>>>>

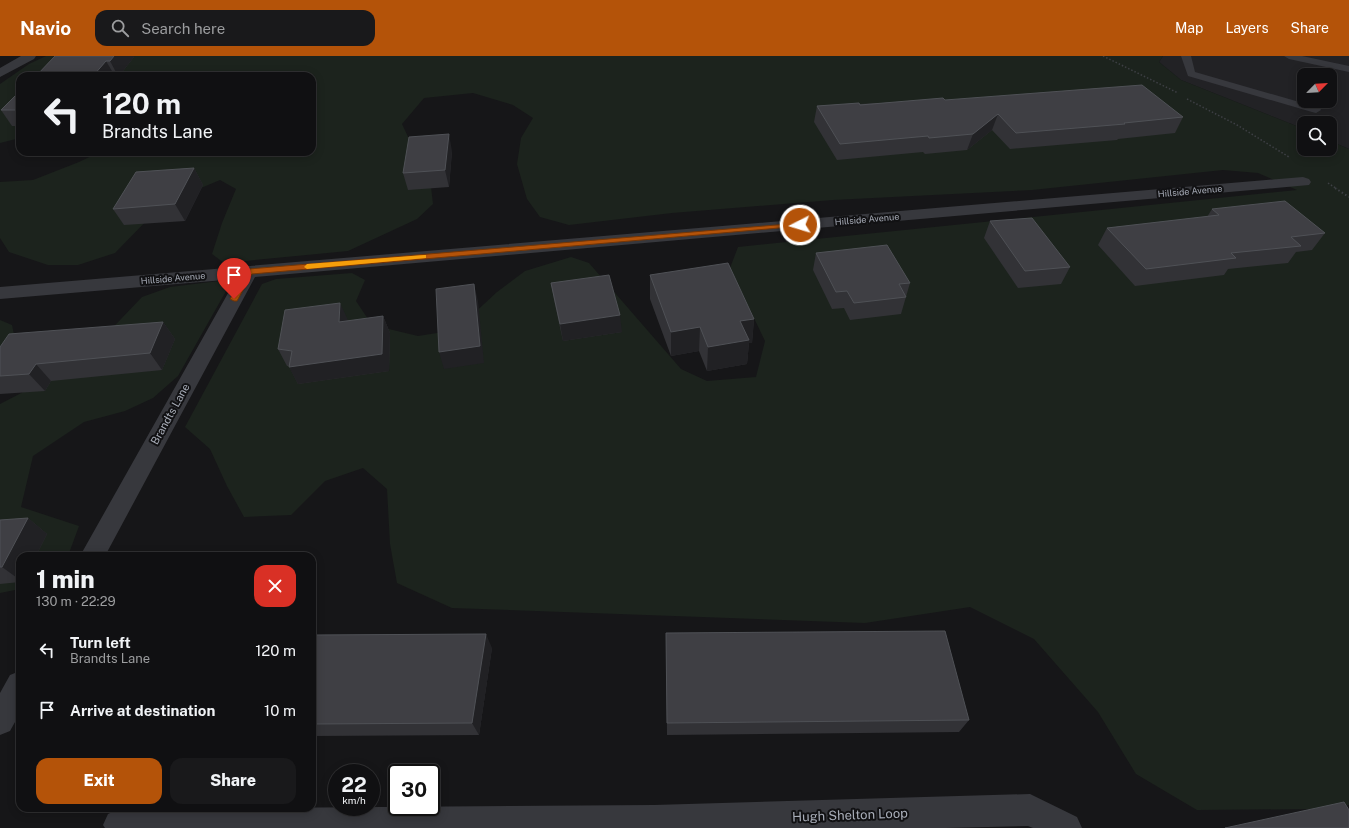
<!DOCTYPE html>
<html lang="en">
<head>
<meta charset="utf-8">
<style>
	:root { --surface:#101012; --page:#19191b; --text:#f1f3f6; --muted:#9c9d9f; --line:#303032; --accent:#b45309 }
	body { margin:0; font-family:"Public Sans",sans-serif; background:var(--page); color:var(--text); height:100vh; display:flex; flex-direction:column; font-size:15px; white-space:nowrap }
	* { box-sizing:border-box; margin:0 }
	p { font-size:13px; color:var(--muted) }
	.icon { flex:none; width:22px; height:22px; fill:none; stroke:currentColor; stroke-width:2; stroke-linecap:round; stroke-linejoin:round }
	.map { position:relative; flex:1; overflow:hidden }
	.panel { position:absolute; left:16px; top:496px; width:300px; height:260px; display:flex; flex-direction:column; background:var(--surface); border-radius:12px; box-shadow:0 2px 10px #0003,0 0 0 1px var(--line) }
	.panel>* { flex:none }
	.banner { position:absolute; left:16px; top:16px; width:300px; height:84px; border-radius:12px; box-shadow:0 2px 10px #0003,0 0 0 1px var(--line); background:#101012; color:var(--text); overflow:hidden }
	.needle { width:26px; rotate:66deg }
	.buttons { position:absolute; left:1297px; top:12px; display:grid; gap:8px }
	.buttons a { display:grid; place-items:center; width:40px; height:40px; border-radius:8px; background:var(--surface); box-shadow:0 2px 10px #0003,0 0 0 1px var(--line); font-size:20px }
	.speed { position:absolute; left:328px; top:708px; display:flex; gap:8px; font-size:20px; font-weight:700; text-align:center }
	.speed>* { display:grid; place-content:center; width:52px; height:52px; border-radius:50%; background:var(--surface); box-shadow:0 2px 10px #0003,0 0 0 1px var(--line); line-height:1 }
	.speed small { font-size:10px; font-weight:400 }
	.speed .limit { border:2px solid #111; border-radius:6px; background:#fff; color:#111 }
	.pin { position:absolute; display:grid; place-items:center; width:34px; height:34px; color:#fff; margin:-41px -17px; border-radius:50% 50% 50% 0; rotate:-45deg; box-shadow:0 0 4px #0007 }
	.pin .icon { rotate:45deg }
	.me { position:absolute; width:44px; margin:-22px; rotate:265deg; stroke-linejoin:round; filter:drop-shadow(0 0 3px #0008) }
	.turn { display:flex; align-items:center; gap:14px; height:84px; padding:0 20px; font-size:18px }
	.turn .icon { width:52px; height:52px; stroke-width:2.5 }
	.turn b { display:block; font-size:28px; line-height:34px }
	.round { display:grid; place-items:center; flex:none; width:42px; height:42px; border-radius:12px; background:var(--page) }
	.summary { display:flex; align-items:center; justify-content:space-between; height:68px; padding:0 20px }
	h1 { font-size:24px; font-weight:800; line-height:30px }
	.button { display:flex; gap:8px; margin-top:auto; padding:8px 20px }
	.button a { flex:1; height:46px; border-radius:12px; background:var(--accent); color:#fff; font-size:16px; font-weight:800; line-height:46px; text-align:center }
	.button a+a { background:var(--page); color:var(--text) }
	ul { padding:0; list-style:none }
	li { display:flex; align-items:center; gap:12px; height:60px; padding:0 20px }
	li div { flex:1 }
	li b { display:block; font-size:15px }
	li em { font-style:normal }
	header { display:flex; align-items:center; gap:24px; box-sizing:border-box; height:56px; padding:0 20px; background:var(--accent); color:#fff }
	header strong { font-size:19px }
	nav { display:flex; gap:22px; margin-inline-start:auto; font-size:14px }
	.search { width:280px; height:36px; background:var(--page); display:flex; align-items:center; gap:10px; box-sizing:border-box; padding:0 14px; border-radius:12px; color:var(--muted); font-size:15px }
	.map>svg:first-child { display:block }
	.built { fill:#222225; fill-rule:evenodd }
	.green { fill:#1c231d }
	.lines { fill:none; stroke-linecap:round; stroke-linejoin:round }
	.path-far1 { stroke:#3d3f44; stroke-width:1.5; stroke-dasharray:1.5 2; stroke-linecap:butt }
	.path { stroke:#3d3f44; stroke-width:2; stroke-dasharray:1.5 2.5; stroke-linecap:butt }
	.lane { fill:#37383d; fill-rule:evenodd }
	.street { fill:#37383d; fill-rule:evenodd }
	.wall { fill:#323236 }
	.shaded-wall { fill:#212124 }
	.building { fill:#3f3f44; stroke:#4f5156 }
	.route { fill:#b45309; stroke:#753606 }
	.slow { fill:#f59e0b }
	.labels { text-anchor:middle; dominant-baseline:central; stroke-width:4; stroke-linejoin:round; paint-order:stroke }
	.far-street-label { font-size:9px; fill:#a8adb8; stroke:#111113 }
	.street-label { font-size:11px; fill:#a8adb8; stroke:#111113 }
	.near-street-label { font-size:13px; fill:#a8adb8; stroke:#111113 }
</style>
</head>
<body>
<header>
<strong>Navio</strong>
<div class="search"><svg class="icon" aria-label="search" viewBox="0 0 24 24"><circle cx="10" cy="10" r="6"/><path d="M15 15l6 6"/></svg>Search here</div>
<nav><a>Map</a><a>Layers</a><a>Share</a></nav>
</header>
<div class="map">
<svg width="1349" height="772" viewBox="0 0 1349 772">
	<rect width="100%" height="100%" fill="#161618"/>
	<path class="built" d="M1163 0H1349V93L1330 85V67H1304V73L1181 24 1159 6ZM1304 19H1330V45H1304Z"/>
	<path class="green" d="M46 0H1163L1159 6 1181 24 1304 73V93H1330V85L1349 93V749L1316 753 1197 754 1136 718 1098 656 1034 583 970 551 865 567 452 552 397 527 390 488 387 433 363 412 325 425 291 459 244 461 227 430 210 393 185 371 262 228 276 223 352 217 365 224 356 245 372 269 418 280 456 274 497 236 525 215 571 201 589 207 681 313 707 325 756 321 765 285 730 212 738 191 1297 134 1258 117 1223 114 1032 134 833 144 672 157 569 169 540 161 527 143 517 108 521 82 533 62 513 49 473 37 424 42 402 68 410 85 430 122 433 148 417 163 348 195 224 207 212 198 222 167 236 133 220 124 182 140 154 157 115 197 78 209H48L9 196 0 182V126L33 124 79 106 100 96H312V20H20V82L0 87V28L29 8Z
		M219 225 230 228 178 320 153 342 125 355 84 366 33 400 21 451 79 470 68 500H20V533L0 537V348L70 312 100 285 142 241 170 231Z
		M0 264 12 269 16 288 0 307Z"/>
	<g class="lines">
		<path class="path-far1" d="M1103 0 1178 37
			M1187 43 1237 69 1289 101
			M1328 127 1337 133"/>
		<path class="path" d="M1335 132 1349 141"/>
		<path class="lane" d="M1181 0H1191L1195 16 1320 52 1321 54 1316 57 1312 56 1188 20Z
			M1284 0H1302L1349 10V16L1289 3Z"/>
		<path class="street" d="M21 0H36L34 3 0 21V12Z
			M1303 121 1309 123 1311 126 1309 129 255 221 105 500H80L236 223 0 243V231Z
			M20 615V657L10 675 0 679V637L10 619Z
			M1030 738 1077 761 1082 772H1033L1028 770 946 772H105L103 769 108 758 119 753 654 749Z"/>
	</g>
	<path class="wall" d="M55 0H134V1L119 20H36Z
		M20 35V70H12L1 54Z
		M945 44 1183 61 1175 77 1118 83 1117 84 1010 93 992 74 967 94 925 98 923 96 837 104 814 66 817 50Z
		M452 95 449 131 408 134 403 117Z
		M194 112 203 129 185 165 124 169 113 153Z
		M1212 153 1325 177 1312 194 1296 196 1288 207 1228 213 1224 219 1135 230 1098 189 1107 172 1207 161Z
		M990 165 1070 211 1061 228 1018 232 984 182Z
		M816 197 910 227 901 258 850 264 844 252 832 253 813 214Z
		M650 219 754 263 752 287H749L747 308 707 315 699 295 671 300 650 243Z
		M551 227 622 276 563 285 554 244Z
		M383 260 390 277 389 315 298 328 289 310H287L278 293 348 264V265Z
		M163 266 175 283 162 314 51 325 45 335 0 338V291Z
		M28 462 47 478 36 500H20V526L0 528V464Z
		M666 577 969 664 959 676 667 679Z
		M312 579 492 592 479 679 312 680Z"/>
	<path class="shaded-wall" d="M114 0H134V1L119 20H118L110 5Z
		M106 5 115 20H93Z
		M998 58 992 74 967 94 973 78Z
		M449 78 452 95 449 131 445 114Z
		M194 112 203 129 185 165 175 148Z
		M474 228 478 245 484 307 444 313 439 296Z
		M340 247 348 264 346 283 339 266Z
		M620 259 622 276 563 285 560 268Z
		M383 260 390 277 389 315 298 328 289 311Z
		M754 263 752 287H749L747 308 707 315 708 291 740 265Z
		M163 266 175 283 162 314 150 297Z
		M700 271 699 295 671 300V276Z
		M36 308 51 325 45 335 29 318Z
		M28 462 47 478 36 500H20V524L2 511Z
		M486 578 492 592 479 679 472 667Z"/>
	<path class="building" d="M55 0H114L110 5H106L93 20H36Z
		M1142 29 1183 61 1124 67 1125 68 1016 77 998 58 973 78 929 82 928 80 840 88 817 50 859 47 860 49 943 42 945 44Z
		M20 35V54H1Z
		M449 78 445 114 403 117 409 81Z
		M194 112 175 148 113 153 136 116Z
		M1285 145 1325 177 1291 181 1301 190 1231 197 1236 202 1146 213 1107 172 1219 159 1212 153Z
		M1032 162 1070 211 1025 215 990 165Z
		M887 189 910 227 899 228 906 241 854 247 847 235 836 236 816 197Z
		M728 207 754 263 740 265 749 284 708 291 700 271 671 276 650 219Z
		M609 219 620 259 560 268 551 227Z
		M474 228 480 290 439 296 436 233Z
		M340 247 339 266 383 260 382 298 289 311 292 295 278 293 285 254Z
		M163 266 150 297 36 308 29 318 0 320V291L9 278Z
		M28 462 2 511H0V464Z
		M945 575 969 664 667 667 666 577Z
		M486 578 472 667 312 668V579Z
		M1344 746 1349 754V772H1225Z"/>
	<path class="route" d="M800 167H802V170L252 218 237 245H234L230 243 246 216 249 213Z"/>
	<path class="slow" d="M424 199H426V202L307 213 304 211 307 208Z"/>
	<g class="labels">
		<g class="far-street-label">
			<text transform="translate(1190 135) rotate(-5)">Hillside Avenue</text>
			<text transform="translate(867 163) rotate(-5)">Hillside Avenue</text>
			<text transform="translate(173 222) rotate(-5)">Hillside Avenue</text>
		</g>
		<g class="street-label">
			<text transform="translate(170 358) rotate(-61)">Brandts Lane</text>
		</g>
		<g class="near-street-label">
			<text transform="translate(850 759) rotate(-2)">Hugh Shelton Loop</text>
		</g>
	</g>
</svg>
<div class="buttons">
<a><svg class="needle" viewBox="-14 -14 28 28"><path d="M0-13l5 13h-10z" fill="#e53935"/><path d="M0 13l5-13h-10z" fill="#9c9d9f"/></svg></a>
<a><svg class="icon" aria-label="search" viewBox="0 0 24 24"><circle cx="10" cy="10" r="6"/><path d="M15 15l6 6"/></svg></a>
</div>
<div class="speed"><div>22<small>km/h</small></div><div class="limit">30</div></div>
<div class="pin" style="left:234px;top:243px;background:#d93025"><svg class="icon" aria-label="arrive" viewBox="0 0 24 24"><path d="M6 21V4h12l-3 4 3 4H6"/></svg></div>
<svg class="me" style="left:800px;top:169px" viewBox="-20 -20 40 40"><circle r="17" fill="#b45309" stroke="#fff" stroke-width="3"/><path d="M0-11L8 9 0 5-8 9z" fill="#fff"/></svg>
<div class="banner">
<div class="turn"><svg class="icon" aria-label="left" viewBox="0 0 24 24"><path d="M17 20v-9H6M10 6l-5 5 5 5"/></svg><div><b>120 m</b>Brandts Lane</div></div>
</div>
<section class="panel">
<div class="summary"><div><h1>1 min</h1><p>130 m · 22:29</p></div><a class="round" style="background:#d93025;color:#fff"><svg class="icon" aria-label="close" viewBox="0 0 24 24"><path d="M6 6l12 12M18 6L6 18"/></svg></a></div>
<ul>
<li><svg class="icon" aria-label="left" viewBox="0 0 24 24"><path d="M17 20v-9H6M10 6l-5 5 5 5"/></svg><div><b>Turn left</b><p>Brandts Lane</p></div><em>120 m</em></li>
<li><svg class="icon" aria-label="arrive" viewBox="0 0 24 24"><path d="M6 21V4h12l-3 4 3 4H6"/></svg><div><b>Arrive at destination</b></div><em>10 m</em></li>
</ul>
<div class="button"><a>Exit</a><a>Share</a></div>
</section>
</div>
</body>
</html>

<<<<

> _Task directions_
Count the lines above in which the string "hidden" occurs. Give that number and nothing else.

> _Solution for this exercise_
2